In a very compelling way - he takes us through how he has changed not only the appearance of his blog, but the content as well in order to make it more of himself. I am undergoing a similar type of reflection - thinking about why I blog and who I am. And so I leave this 99th blog with this thought:

"I read and walked for miles at night along the beach, writing bad blank verse and searching endlessly for someone wonderful who would step out of the darkness and change my life. It never crossed my mind that that person could be me." - Anna Quindlen

Friday, October 12, 2007

Connections all over the place...

I know I shouldn't be blogging right now....My "to do" pile only seems to be growing this Friday afternoon, I have been creating data reports all day, and the sun is shining. But as I take a break to sit upright and read, I am finding connections all over the place!! And from just one email newsletter from NCTE!

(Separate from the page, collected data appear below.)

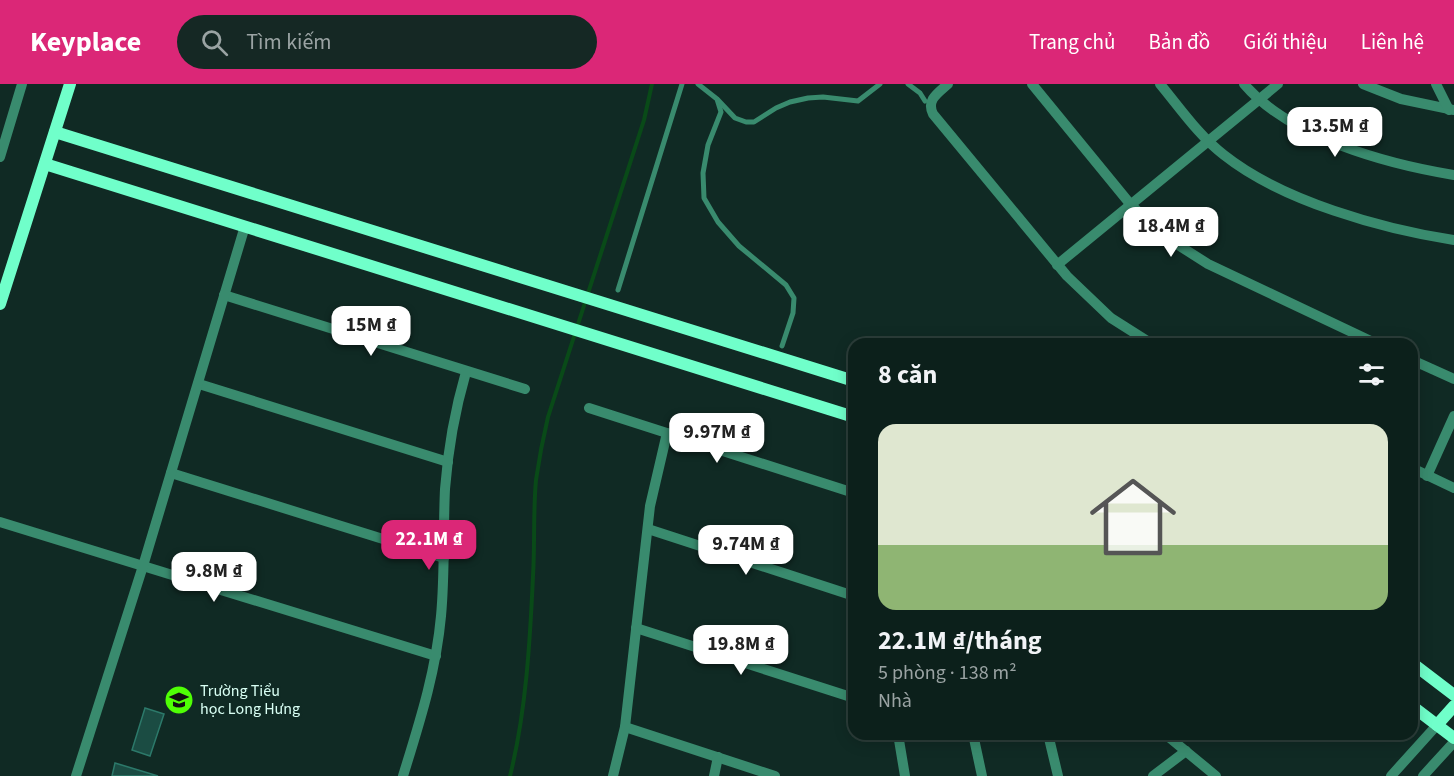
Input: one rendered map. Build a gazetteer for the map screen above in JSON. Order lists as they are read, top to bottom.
{
  "places": {
    "school or university": ["Trường Tiểu học Long Hưng"]
  },
  "page": {
    "header": "Keyplace",
    "search": "Tìm kiếm",
    "nav": [
      "Trang chủ",
      "Bản đồ",
      "Giới thiệu",
      "Liên hệ"
    ],
    "price": [
      "13.5M ₫",
      "18.4M ₫",
      "15M ₫",
      "9.97M ₫",
      "22.1M ₫",
      "9.74M ₫",
      "9.8M ₫",
      "19.8M ₫"
    ],
    "heading": "8 căn",
    "list": [
      {
        "name": "22.1M ₫/tháng",
        "note": "5 phòng · 138 m² · Nhà"
      }
    ]
  }
}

First - a blog post about the Pacific Northwest Tree Octopus. I was introduced to this site by a wonderful fifth grade teacher last year and blogged about it then. More recently - I had an opportunity to use it with teachers in talking about what makes a "good" website.

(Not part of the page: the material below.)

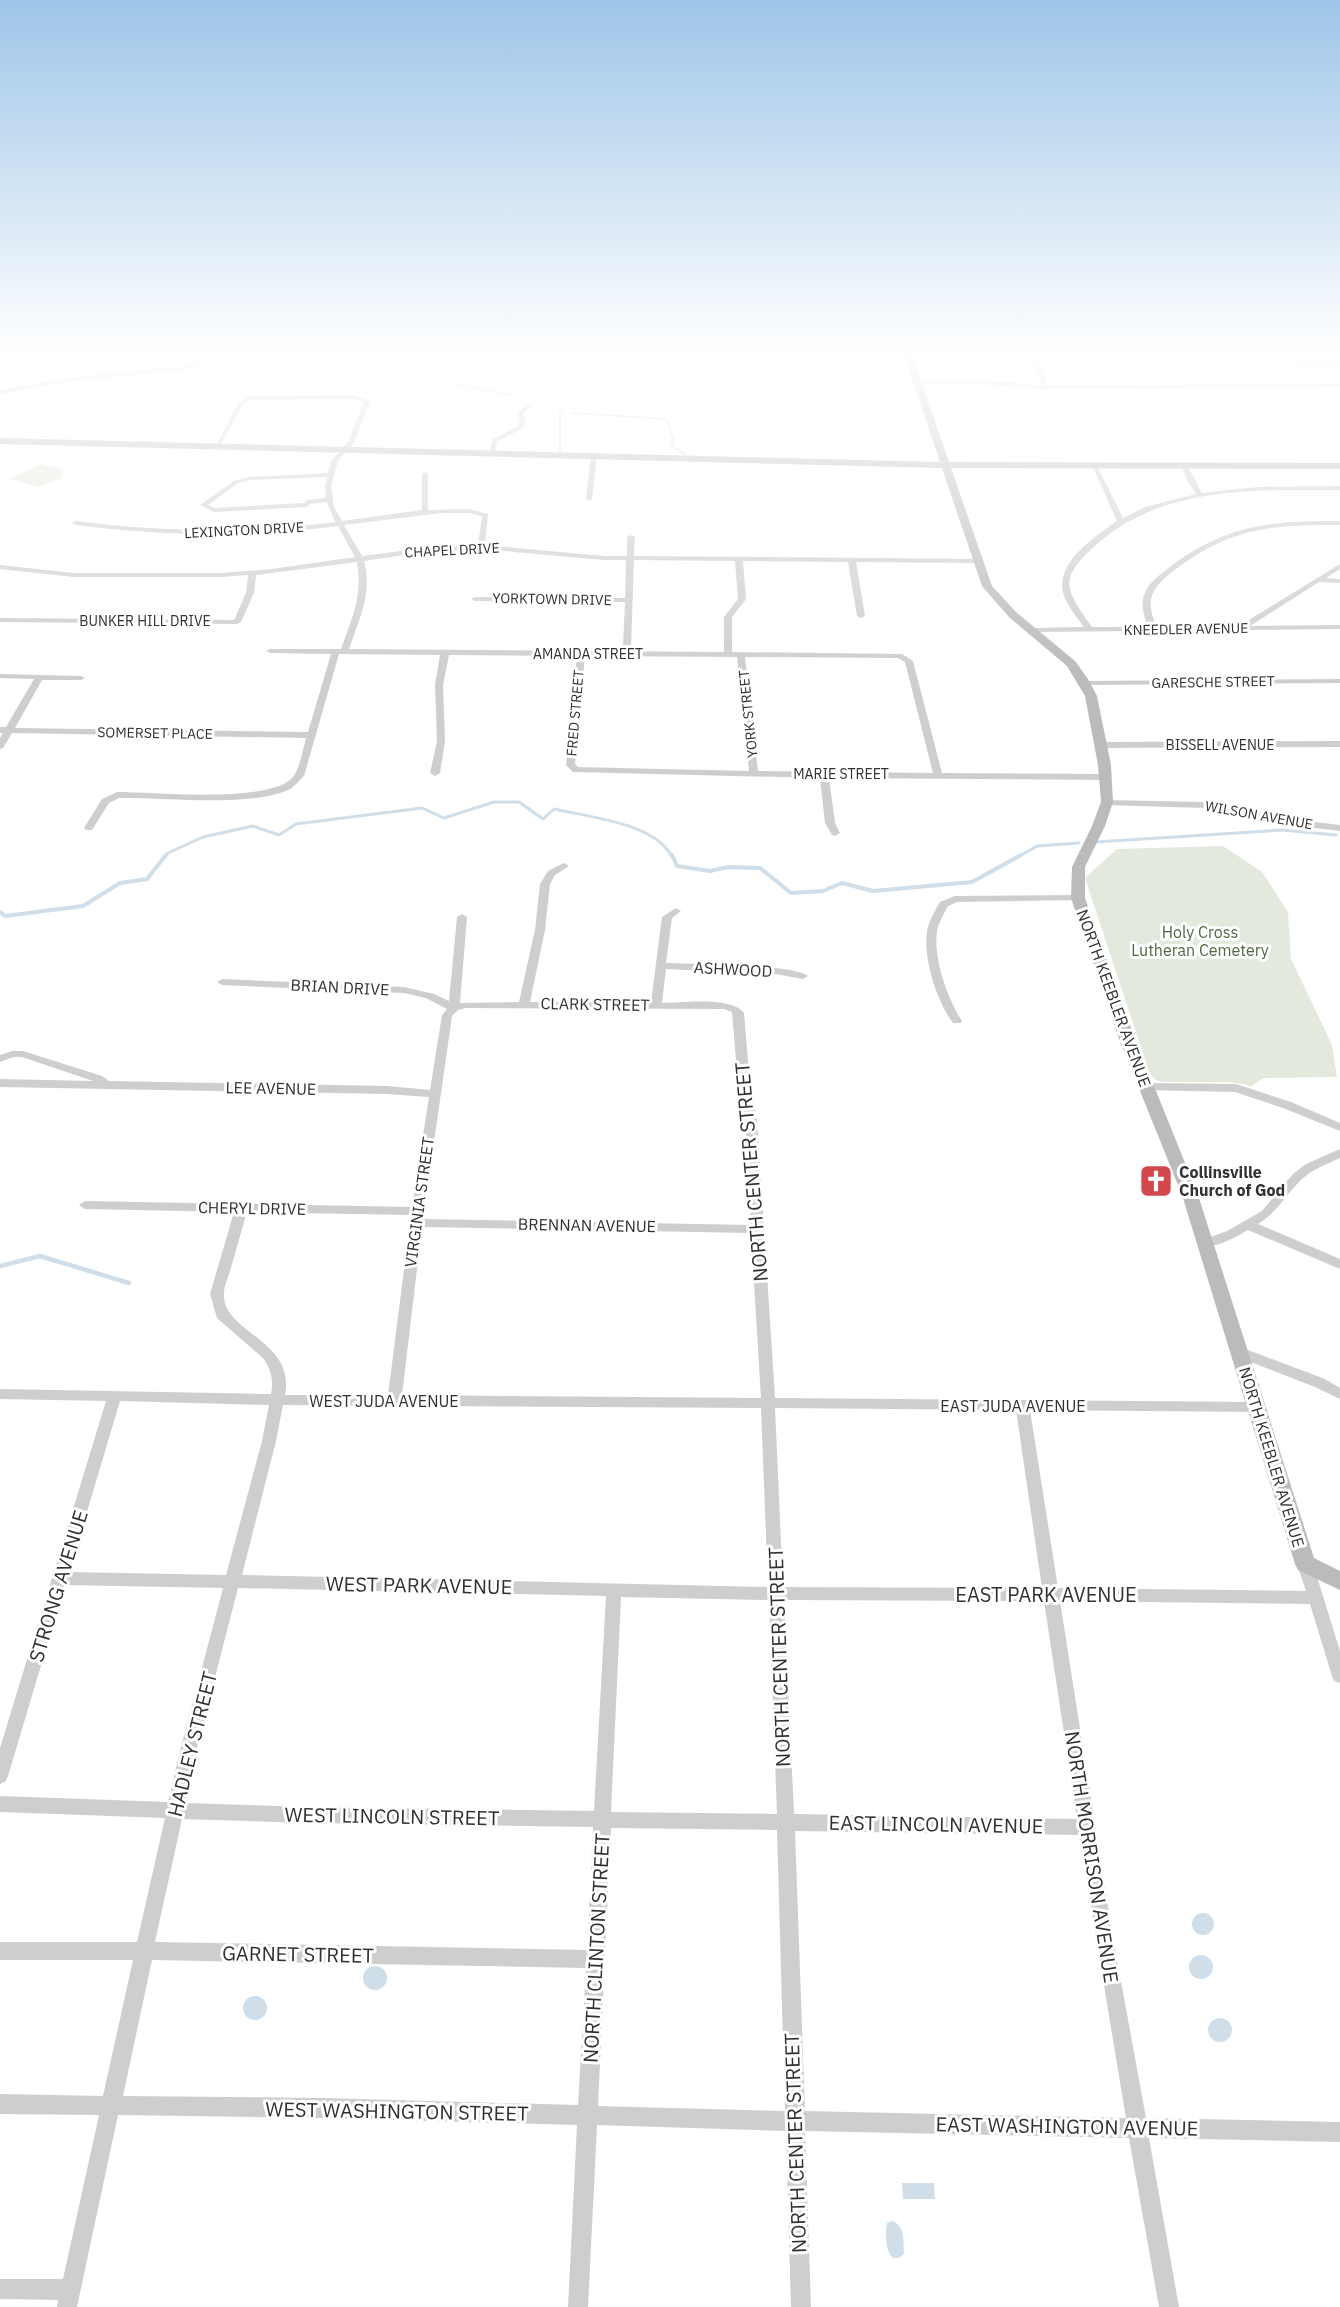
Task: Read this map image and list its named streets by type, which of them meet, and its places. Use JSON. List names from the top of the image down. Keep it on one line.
{"streets":{"street":["LEXINGTON DRIVE","CHAPEL DRIVE","YORKTOWN DRIVE","BUNKER HILL DRIVE","KNEEDLER AVENUE","AMANDA STREET","GARESCHE STREET","FRED STREET","YORK STREET","SOMERSET PLACE","BISSELL AVENUE","MARIE STREET","WILSON AVENUE","ASHWOOD","BRIAN DRIVE","NORTH KEEBLER AVENUE","CLARK STREET","LEE AVENUE","NORTH CENTER STREET","VIRGINIA STREET","CHERYL DRIVE","BRENNAN AVENUE","WEST JUDA AVENUE","EAST JUDA AVENUE","WEST PARK AVENUE","STRONG AVENUE","EAST PARK AVENUE","HADLEY STREET","WEST LINCOLN STREET","EAST LINCOLN AVENUE","NORTH MORRISON AVENUE","NORTH CLINTON STREET","GARNET STREET","WEST WASHINGTON STREET","EAST WASHINGTON AVENUE"]},"crossings":[["LEXINGTON DRIVE","CHAPEL DRIVE"],["CHAPEL DRIVE","BUNKER HILL DRIVE"],["CHAPEL DRIVE","NORTH KEEBLER AVENUE"],["KNEEDLER AVENUE","NORTH KEEBLER AVENUE"],["AMANDA STREET","FRED STREET"],["AMANDA STREET","YORK STREET"],["AMANDA STREET","MARIE STREET"],["GARESCHE STREET","NORTH KEEBLER AVENUE"],["FRED STREET","MARIE STREET"],["YORK STREET","MARIE STREET"],["BISSELL AVENUE","NORTH KEEBLER AVENUE"],["MARIE STREET","NORTH KEEBLER AVENUE"],["WILSON AVENUE","NORTH KEEBLER AVENUE"],["BRIAN DRIVE","CLARK STREET"],["BRIAN DRIVE","VIRGINIA STREET"],["NORTH KEEBLER AVENUE","EAST JUDA AVENUE"],["NORTH KEEBLER AVENUE","EAST PARK AVENUE"],["CLARK STREET","NORTH CENTER STREET"],["CLARK STREET","VIRGINIA STREET"],["LEE AVENUE","VIRGINIA STREET"],["NORTH CENTER STREET","BRENNAN AVENUE"],["NORTH CENTER STREET","WEST JUDA AVENUE"],["NORTH CENTER STREET","EAST JUDA AVENUE"],["NORTH CENTER STREET","WEST PARK AVENUE"],["NORTH CENTER STREET","EAST PARK AVENUE"],["NORTH CENTER STREET","WEST LINCOLN STREET"],["NORTH CENTER STREET","EAST LINCOLN AVENUE"],["NORTH CENTER STREET","WEST WASHINGTON STREET"],["NORTH CENTER STREET","EAST WASHINGTON AVENUE"],["VIRGINIA STREET","CHERYL DRIVE"],["VIRGINIA STREET","BRENNAN AVENUE"],["VIRGINIA STREET","WEST JUDA AVENUE"],["CHERYL DRIVE","BRENNAN AVENUE"],["CHERYL DRIVE","HADLEY STREET"],["WEST JUDA AVENUE","EAST JUDA AVENUE"],["WEST JUDA AVENUE","STRONG AVENUE"],["WEST JUDA AVENUE","HADLEY STREET"],["EAST JUDA AVENUE","NORTH MORRISON AVENUE"],["WEST PARK AVENUE","STRONG AVENUE"],["WEST PARK AVENUE","EAST PARK AVENUE"],["WEST PARK AVENUE","HADLEY STREET"],["WEST PARK AVENUE","NORTH CLINTON STREET"],["EAST PARK AVENUE","NORTH MORRISON AVENUE"],["HADLEY STREET","WEST LINCOLN STREET"],["HADLEY STREET","GARNET STREET"],["HADLEY STREET","WEST WASHINGTON STREET"],["WEST LINCOLN STREET","EAST LINCOLN AVENUE"],["WEST LINCOLN STREET","NORTH CLINTON STREET"],["EAST LINCOLN AVENUE","NORTH MORRISON AVENUE"],["NORTH MORRISON AVENUE","EAST WASHINGTON AVENUE"],["NORTH CLINTON STREET","GARNET STREET"],["NORTH CLINTON STREET","WEST WASHINGTON STREET"],["WEST WASHINGTON STREET","EAST WASHINGTON AVENUE"]],"parks":["Holy Cross Lutheran Cemetery"],"places":{"church":["Collinsville Church of God"]}}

Then - I read an article about SE Hinton and the fortieth anniversary of "The Outsiders." I used Cris Tovani's Literary Histories this week in an inservice and more than one teacher brought up this book as an important piece of their past. I still remember reading it - and more importantly remember re-reading it with one of my eighth grade students who was a struggling reader. You go Devon!!

And THEN - I find a lesson plan to one of my favorite books to use with vocabulary: Miss Alaineus: A Vocabulary Disaster!! Vocabulary was a topic of my inservice earlier this week - and it seems to be a thread that ran throughout the entire week. Each and every day of this very short, yet somehow incredibly long week, featured a discussion on vocabulary!!

And finally - I am intrigued by the ingenious teacher who decided to give the parents of his students homework by asking them to read the same things their children were and complete assignments on his blog!! Some interesting nuggets to chew on there!!

In a few more hours I will be connecting again - with my family and my couch and my weekend. In the meantime, I hope this finds you all well and rested!!

Photo from Jupiter Images.

Monday, October 01, 2007

Making Memories

As many readers know, my grandmother suffers from Alzheimer's Disease. Some members of my family and I walked in the annual Memory Walk in order to help raise funds for research, and even more importantly, for respite care. Each day, it seems that we lose more and more of my grandmother's stories and although my own Treasure Book tries to catch the snippets as she brings them up, I know there are many more that I have already missed.

The quote of the week comes from Ken Burns, who is referencing his latest WWII movie:

I'm in the memory business, and each time a person dies, it's a whole library of memories that leave.

Besides our writer's notebooks, what else could we do to help students capture memories - their own or those of others?